Almost everything you ever wanted to know about flight paths. Can you handle the truth?
Overview
A two hour seminar hosted by the FAA which answers every common question area residents always. have. We’ve participated in several of these in other cities and although each is customized to describe the local airport and flight paths, the questions and answers are always the same. As are the community reactions.
The fifteen minute FAA explainer section is must-see. It provides excellent examples of flight paths, procedures and the FAA’s philosophy and limitations–at least as they see it.
Participants
- Grady Stone, FAA Regional Administrator
- Sean Hopkins FAA TRACON
- Jeremy Beecher FAA
- Sarah Cox, Ryan McMullan, Tom Fagerstrom Port of Seattle
- Lynae Craig Alaska Airlines
- Tony Vassiladis Delta Airlines
Sections
- 0:00 Intro 11:05 Elevated snippet
- 15:25 Explanation of Puget Sound air space, procedures, separation, flow, responsibilities (Airlines, Port of Seattle, FAA)
- 31:30 Q&A (90 minutes covering all common questions, curfews, flight paths, CAWG, SAF)
Our take: Can you handle the truth?
The balance of the video is ninety minutes of common questions from area residents asked in advance. It was not interactive, but there would have been no point other than to allow community members a chance to vent their spleen. In fact, the Q&A was really seven or eight questions, re-asked, in slightly different ways, over and over. The same questions and the same answers year after year.
We have always felt strongly that there are two main challenges for airport communities: Them. Us.
- The fact is, the FAA is mandated by Congress to further commercial aviation. By Congress. Not some administrator. They are simply the cop on the beat, enforcing unfair laws from the absolute top. No flight caps. Or curfews. Or hindrances to the expansion of commercial aviation in any way. They aren’t lying or 1exaggerating.

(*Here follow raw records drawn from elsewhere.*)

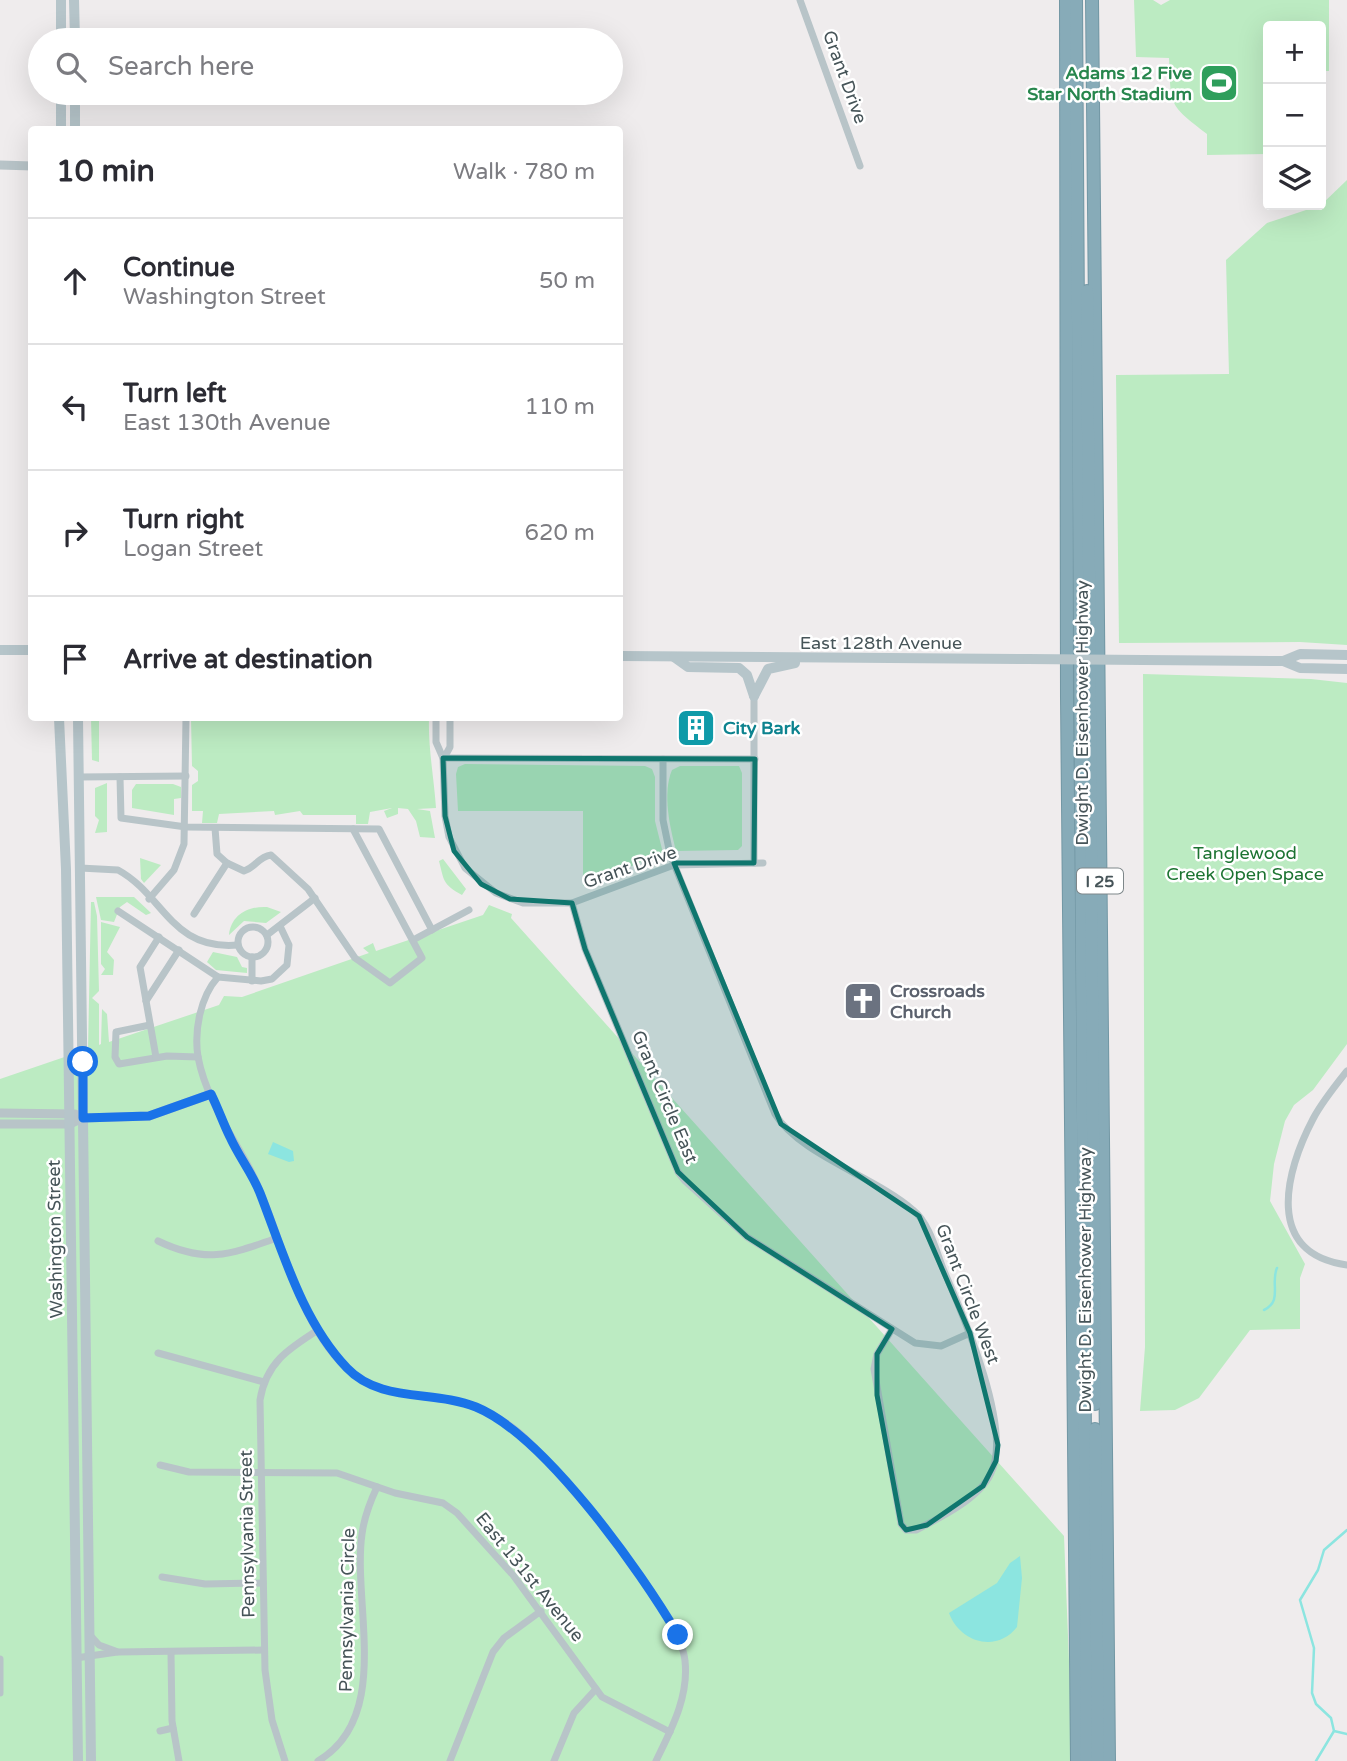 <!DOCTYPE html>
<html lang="en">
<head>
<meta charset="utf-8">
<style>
	body { margin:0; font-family:"Varela Round",sans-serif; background:#f7f7f7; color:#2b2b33 }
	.controls { position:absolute; right:21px; top:21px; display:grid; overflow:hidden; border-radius:7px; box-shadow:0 7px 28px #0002 }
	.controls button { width:63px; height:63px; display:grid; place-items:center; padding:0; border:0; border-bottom:2px solid #e1e1e2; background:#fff; color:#2b2b33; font:35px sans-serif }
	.stop { position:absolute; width:21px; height:21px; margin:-16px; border:5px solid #1a73e8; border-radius:50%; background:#fff }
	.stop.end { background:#1a73e8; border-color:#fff; box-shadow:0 2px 7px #0008 }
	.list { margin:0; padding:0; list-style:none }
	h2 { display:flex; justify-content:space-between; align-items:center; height:91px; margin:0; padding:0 28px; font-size:30px }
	h2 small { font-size:23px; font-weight:400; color:#7c7c81 }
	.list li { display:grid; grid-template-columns:46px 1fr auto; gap:21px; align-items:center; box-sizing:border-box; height:126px; padding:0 28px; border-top:2px solid #e1e1e2 }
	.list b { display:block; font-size:26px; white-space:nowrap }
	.list p { margin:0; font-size:23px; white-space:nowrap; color:#7c7c81 }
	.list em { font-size:23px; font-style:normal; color:#7c7c81 }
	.icon { flex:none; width:38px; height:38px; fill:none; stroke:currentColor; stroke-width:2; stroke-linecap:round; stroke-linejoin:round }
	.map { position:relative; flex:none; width:1347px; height:1761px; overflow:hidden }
	.search { position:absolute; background:#fff; box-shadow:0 7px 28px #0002; left:28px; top:28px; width:595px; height:77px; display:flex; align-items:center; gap:18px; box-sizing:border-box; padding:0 24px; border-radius:38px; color:#7c7c81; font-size:26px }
	.panel { position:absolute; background:#fff; box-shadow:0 7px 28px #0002; left:28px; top:126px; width:595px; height:595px; border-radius:7px }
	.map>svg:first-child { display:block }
	.green { fill:#bcebc2 }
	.water { fill:#8ce5e0 }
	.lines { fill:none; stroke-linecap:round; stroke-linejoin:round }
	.stream { stroke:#8ce5e0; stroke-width:2.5 }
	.motorway-casing { stroke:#7297a4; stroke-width:14 }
	.minor { stroke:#b8c4c8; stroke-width:7 }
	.tertiary { stroke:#b8c4c8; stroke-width:9 }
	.secondary { stroke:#b6c5ca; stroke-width:10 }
	.motorway { stroke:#87abb8; stroke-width:12 }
	.secondary-bridge { stroke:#b6c5ca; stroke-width:10 }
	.route { stroke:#1a73e8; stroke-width:9 }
	.marked { fill:#0f766e; fill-opacity:0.2; stroke:#0f766e; stroke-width:5; stroke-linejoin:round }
	.labels { text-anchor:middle; stroke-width:5; stroke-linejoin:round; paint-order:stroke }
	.shield { fill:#fff; stroke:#7e878a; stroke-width:2 }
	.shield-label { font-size:16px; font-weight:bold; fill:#465458 }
	.leisure-label { font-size:18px; font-weight:bold; fill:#27864d; stroke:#fff; text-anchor:end }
	.street-label { font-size:18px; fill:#465458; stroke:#fff }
	.culture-label { font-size:18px; font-weight:bold; fill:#0d838f; stroke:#fff; text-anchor:start }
	.park-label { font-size:18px; fill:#1c7331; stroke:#fff }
	.worship-label { font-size:18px; font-weight:bold; fill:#5b616d; stroke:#fff; text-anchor:start }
</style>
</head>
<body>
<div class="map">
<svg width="1347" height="1761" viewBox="0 0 1347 1761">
	<rect width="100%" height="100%" fill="#efeced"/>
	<g class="green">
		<path d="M1134,0H1153L1161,5L1170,0H1329V71H1321V26H1268V154L1207,155V134C1168,104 1171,106 1169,58L1136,57Z"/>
		<polygon points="1347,180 1347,645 1300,642 1119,643 1116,375 1229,374 1226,260 1267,223 1321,205"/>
		<polygon points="1143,674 1311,679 1347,683 1347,1044 1313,1090 1294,1105 1285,1121 1274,1164 1270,1201 1305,1264 1300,1278 1300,1329 1250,1330 1199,1398 1175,1410 1140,1411 1145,1347"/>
		<polygon points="91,718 99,718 99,762 92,760"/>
		<path d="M191,718H429C428,748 434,778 436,808L417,809L430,811L435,838L420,837L416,821L408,809L398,808V814L387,818L384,811L392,808L370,812L368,824H356V815H303L300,811L275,815L274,811L219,814L217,823H202L203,811H192V785L198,781V771L192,766Z"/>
		<polygon points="465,764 645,766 652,769 655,777 655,821 663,853 583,886 583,811 458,811 456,774 458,767"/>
		<path d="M680,766H739L742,773V846L738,850L676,851C670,827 662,794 672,770Z"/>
		<polygon points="107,783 107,832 95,833 99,820 95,816 95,788"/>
		<polygon points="136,784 173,784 181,787 181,798 174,799 174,815 132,808 132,790"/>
		<polygon points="140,858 161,865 144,883 141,879"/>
		<path d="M443,859L466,889L462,895C442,884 444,880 439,861Z"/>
		<polygon points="96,897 134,897 151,913 146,915 127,902 120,907 114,922 101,920"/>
		<polygon points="91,902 94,902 97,916 99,991 92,998 99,1004 99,1045 101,1044 102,1009 107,1014 109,1042 219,1005 224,996 242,997 369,953 363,948 373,943 376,951 483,915 489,905 512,914 511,918 1064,1536 1073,1761 0,1761 0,1079 88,1049"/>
		<path d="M267,907L281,912L266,923L244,921L229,935C231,915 248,906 267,907Z"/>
		<polygon points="101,922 120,927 107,952 114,960 113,975 101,975 105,969 101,964"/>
		<polygon points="213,952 237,957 242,967 247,968 247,973 216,970 207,962"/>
	</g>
	<g class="water">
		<polygon points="273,1142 293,1151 294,1161 289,1162 268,1154"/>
		<path d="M1020,1556L1022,1578L1017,1627C997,1653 960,1643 949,1613L997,1583L1010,1563Z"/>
	</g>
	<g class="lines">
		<g class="stream">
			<path d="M1264,1310C1283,1301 1270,1283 1277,1268"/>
			<polyline points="1334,1731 1347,1734"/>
			<polyline points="1316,1761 1334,1731 1331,1718 1316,1704 1312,1693 1314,1648 1300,1600 1318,1570 1324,1550 1347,1530"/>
		</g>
		<g class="motorway-casing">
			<g id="motorway">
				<polyline points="1066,0 1067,697 1077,1761"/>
				<polyline points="1076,0 1087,1761"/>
				<polyline points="1092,0 1109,1761"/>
				<polyline points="1087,291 1095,1404"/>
				<polyline points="1095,1429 1098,1761"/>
			</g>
		</g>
		<g class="minor">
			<polyline points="800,0 860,166"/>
			<polyline points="436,718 436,742 443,758 445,816 449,837 465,868 496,893 523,903 572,903 674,865 763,863"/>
			<polyline points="443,758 755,759"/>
			<polyline points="444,758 450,747 450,718"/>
			<path d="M663,759V820L670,854L775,1114C800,1155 876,1177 913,1210C930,1224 936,1251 944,1271C963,1315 1013,1429 991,1473C980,1498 940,1518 916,1530H906L901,1524L874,1369L877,1354L892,1329"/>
			<polyline points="79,777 186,776"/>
			<polyline points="120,777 121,818 186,827 379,829 432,930"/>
			<path d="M215,828L217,854L227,863L244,871C256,867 258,857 271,855L308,889L355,958L390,983L422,958L353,829"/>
			<polyline points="754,863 754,696"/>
			<path d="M80,868L118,870C164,895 171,951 238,945"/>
			<polyline points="149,899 174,870 184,844 186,718"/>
			<polyline points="572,903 585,949 678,1172 685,1181 747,1237 915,1343 941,1346 970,1333"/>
			<polyline points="118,911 218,977 261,981 272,979 287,965 289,945 280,926"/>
			<polyline points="194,914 227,863"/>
			<circle cx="253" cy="942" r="15"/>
			<polyline points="267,935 315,898"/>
			<polyline points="413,940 469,910"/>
			<path d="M218,977C200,997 194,1031 198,1057C206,1099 232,1135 251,1171C283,1234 296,1327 352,1373C389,1403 441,1391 483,1410C500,1418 517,1429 530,1443C567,1480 681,1613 685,1661C689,1697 671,1730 656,1761"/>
			<polyline points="252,981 252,957"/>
			<polyline points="146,1001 179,950"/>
			<polyline points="150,1025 116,1032 115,1057 119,1064 167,1056 198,1057"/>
			<polyline points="156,1057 140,967 159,937"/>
			<path d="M1347,1071C1335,1086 1322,1102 1313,1119C1285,1172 1264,1254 1347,1265"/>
			<path d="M158,1241C206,1264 229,1255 277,1238"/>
			<polyline points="158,1353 264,1382"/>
			<polyline points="160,1465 189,1472 337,1473 395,1493 443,1503 457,1513 513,1575 602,1697 670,1732"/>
			<polyline points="162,1577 205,1584 263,1583"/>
			<polyline points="90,1635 99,1645 118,1652 264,1650"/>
			<polyline points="171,1653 172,1721 179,1761"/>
			<polyline points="76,1658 117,1652"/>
			<polyline points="0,1659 0,1693"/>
			<polyline points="160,1731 173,1728"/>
			<path d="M285,1761L272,1720L265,1670L260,1400C266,1363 288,1349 318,1330"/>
			<path d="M318,1761C393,1717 352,1604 362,1534C364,1518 370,1502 377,1487"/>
			<polyline points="450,1761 493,1652 504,1638 541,1611"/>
			<polyline points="554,1761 574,1713 596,1689"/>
		</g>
		<g class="tertiary">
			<polyline points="0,165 32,166"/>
			<polyline points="0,1113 75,1114"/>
			<polyline points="0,1124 70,1124 83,1118 149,1116 211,1094"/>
		</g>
		<g class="secondary">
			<polyline points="61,0 61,40"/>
			<polyline points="74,0 75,40"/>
			<polyline points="61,93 61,130"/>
			<polyline points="75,130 75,93"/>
			<polyline points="0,650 32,650"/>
			<polyline points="620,656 1028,659"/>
			<polyline points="674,657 688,667 739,668 747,675 754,696"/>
			<polyline points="1143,660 1283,661 1300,668 1347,669"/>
			<polyline points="1283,661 1300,654 1347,655"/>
			<polyline points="754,696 768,669 795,663"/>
			<polyline points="59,718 66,869 78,1761"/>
			<polyline points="78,718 91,1761"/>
		</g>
		<use href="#motorway" class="motorway"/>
		<polyline class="secondary-bridge" points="1028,659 1143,660"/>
	</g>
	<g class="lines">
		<path class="route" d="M83,1062V1118L149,1116L211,1094C218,1108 223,1123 230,1137C239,1157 252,1173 260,1193C283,1252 302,1321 347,1368C380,1403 434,1390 476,1407C544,1435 640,1570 678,1635"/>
	</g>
	<path class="marked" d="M443,758L755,759L754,863H674L781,1124L919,1216L970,1333L998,1445L996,1461L983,1486L927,1525L906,1530L901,1524L877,1395V1354L892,1329L747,1237L678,1172L585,949L572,903L510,899L481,884L454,851L445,816Z"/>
	<defs>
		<g id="stadium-square" transform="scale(2.0125)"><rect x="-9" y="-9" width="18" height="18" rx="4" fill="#2e9e5b" stroke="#fff"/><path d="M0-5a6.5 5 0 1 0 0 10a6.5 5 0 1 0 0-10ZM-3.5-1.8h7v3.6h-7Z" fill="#fff"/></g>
		<g id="building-square" transform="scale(2.0125)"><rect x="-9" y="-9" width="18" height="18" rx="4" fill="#0f9aa8" stroke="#fff"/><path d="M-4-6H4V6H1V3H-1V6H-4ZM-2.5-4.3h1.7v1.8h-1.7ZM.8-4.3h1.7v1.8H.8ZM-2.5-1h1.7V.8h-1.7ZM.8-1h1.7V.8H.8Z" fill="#fff"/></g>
		<g id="church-square" transform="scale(2.0125)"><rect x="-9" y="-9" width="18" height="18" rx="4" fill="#6b7280" stroke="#fff"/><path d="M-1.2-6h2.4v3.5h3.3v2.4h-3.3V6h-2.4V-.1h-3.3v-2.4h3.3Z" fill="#fff"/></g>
	</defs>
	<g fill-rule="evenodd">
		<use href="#stadium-square" x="1219" y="83"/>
		<use href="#building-square" x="696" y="728"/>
		<use href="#church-square" x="863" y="1001"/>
	</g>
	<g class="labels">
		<rect class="shield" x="1077" y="868.5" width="46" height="25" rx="5"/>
		<g class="shield-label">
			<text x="1100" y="887">I 25</text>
		</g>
		<g class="leisure-label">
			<text x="1192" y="79">Adams 12 Five<tspan x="1192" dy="21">Star North Stadium</tspan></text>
		</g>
		<g class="street-label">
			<text transform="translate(845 77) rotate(70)" y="6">Grant Drive</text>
			<text x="881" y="649">East 128th Avenue</text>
			<text transform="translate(1082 713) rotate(-90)" y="6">Dwight D. Eisenhower Highway</text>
			<text transform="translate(630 867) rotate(-19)" y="6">Grant Drive</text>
			<text transform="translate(665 1097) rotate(67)" y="6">Grant Circle East</text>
			<text transform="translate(55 1239) rotate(-91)" y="6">Washington Street</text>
			<text transform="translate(1085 1280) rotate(-90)" y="6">Dwight D. Eisenhower Highway</text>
			<text transform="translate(968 1294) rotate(69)" y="6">Grant Circle West</text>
			<text transform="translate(247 1534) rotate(-91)" y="6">Pennsylvania Street</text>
			<text transform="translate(530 1577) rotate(51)" y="6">East 131st Avenue</text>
			<text transform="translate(347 1610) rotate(-89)" y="6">Pennsylvania Circle</text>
		</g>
		<g class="culture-label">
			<text x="723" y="734">City Bark</text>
		</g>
		<g class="park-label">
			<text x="1245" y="859">Tanglewood<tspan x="1245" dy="21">Creek Open Space</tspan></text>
		</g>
		<g class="worship-label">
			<text x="890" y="997">Crossroads<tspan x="890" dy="21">Church</tspan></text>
		</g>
	</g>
</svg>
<div class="controls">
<button>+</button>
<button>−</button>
<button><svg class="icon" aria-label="layers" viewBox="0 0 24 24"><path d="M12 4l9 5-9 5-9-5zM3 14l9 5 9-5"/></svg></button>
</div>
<div class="stop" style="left:83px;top:1062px"></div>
<div class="stop end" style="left:678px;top:1635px"></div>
<div class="search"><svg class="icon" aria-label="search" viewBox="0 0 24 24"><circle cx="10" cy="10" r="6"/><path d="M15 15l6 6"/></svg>Search here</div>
<section class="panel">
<h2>10 min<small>Walk · 780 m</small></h2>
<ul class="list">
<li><svg class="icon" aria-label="ahead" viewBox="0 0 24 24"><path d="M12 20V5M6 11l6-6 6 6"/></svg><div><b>Continue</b><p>Washington Street</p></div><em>50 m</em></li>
<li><svg class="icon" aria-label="left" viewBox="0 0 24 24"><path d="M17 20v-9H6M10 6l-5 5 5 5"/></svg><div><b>Turn left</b><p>East 130th Avenue</p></div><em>110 m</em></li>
<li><svg class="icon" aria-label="right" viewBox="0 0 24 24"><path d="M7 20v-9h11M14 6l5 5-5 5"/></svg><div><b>Turn right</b><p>Logan Street</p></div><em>620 m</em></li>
<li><svg class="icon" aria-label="arrive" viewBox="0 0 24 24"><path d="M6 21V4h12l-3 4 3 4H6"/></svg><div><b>Arrive at destination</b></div></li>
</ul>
</section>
</div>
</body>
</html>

- The other fact is that there never has been anything like a ‘community interest’, There are only individual neighborhoods, each of which want the planes to go somewhere else. That accounts for the repetitious questions. Everyone wants to know why them. A large part of the problem has always been a NIMBY issue.
We just saved you eight years of research.
About two thirds of operations have always focused on the center and east runways; not the western (Third Runway). But you’d never know it because the vast majority of complaints come from people on the west side. The FAA’s response to people who feel that the Third Runway is over-used? Don’t worry. As operations increase, they will shift more of the load eastward. Feel better?
We can see this bias even in the airport’s late night procedure limit. Note that it focuses on the Third Runway, with no stats on the center and east runways. It was that way going back to the 1970’s, The 400,000 operations running on the two earlier runways never got anywhere near the advocacy, Why not?
The lack of consensus has led to many fine words, but no action. In public everyone agrees that ‘something must be done!’ And in private, they promote their self-interest, or impossible dreams like ‘second airport’. These only dilute any community power we actually could have.
We will always focus on the true shared interest. Public health. Strong local economies. A cleaner environment. Mitigation and compensation for everyone directly under the flight path. All the things money could always provide. These solutions are often deeply unsatisfying for people who only want the airplanes to go somewhere else.
We disagree with many things the Port of Seattle and the FAA say. But one thing we agree with both those agencies on is this: making the planes go somewhere else will take many years.
Does this mean we aren’t working to change flight paths? Absolutely not! No one is working harder. But at the same time, we are focusing hard on what can be done to help the greatest number of people now.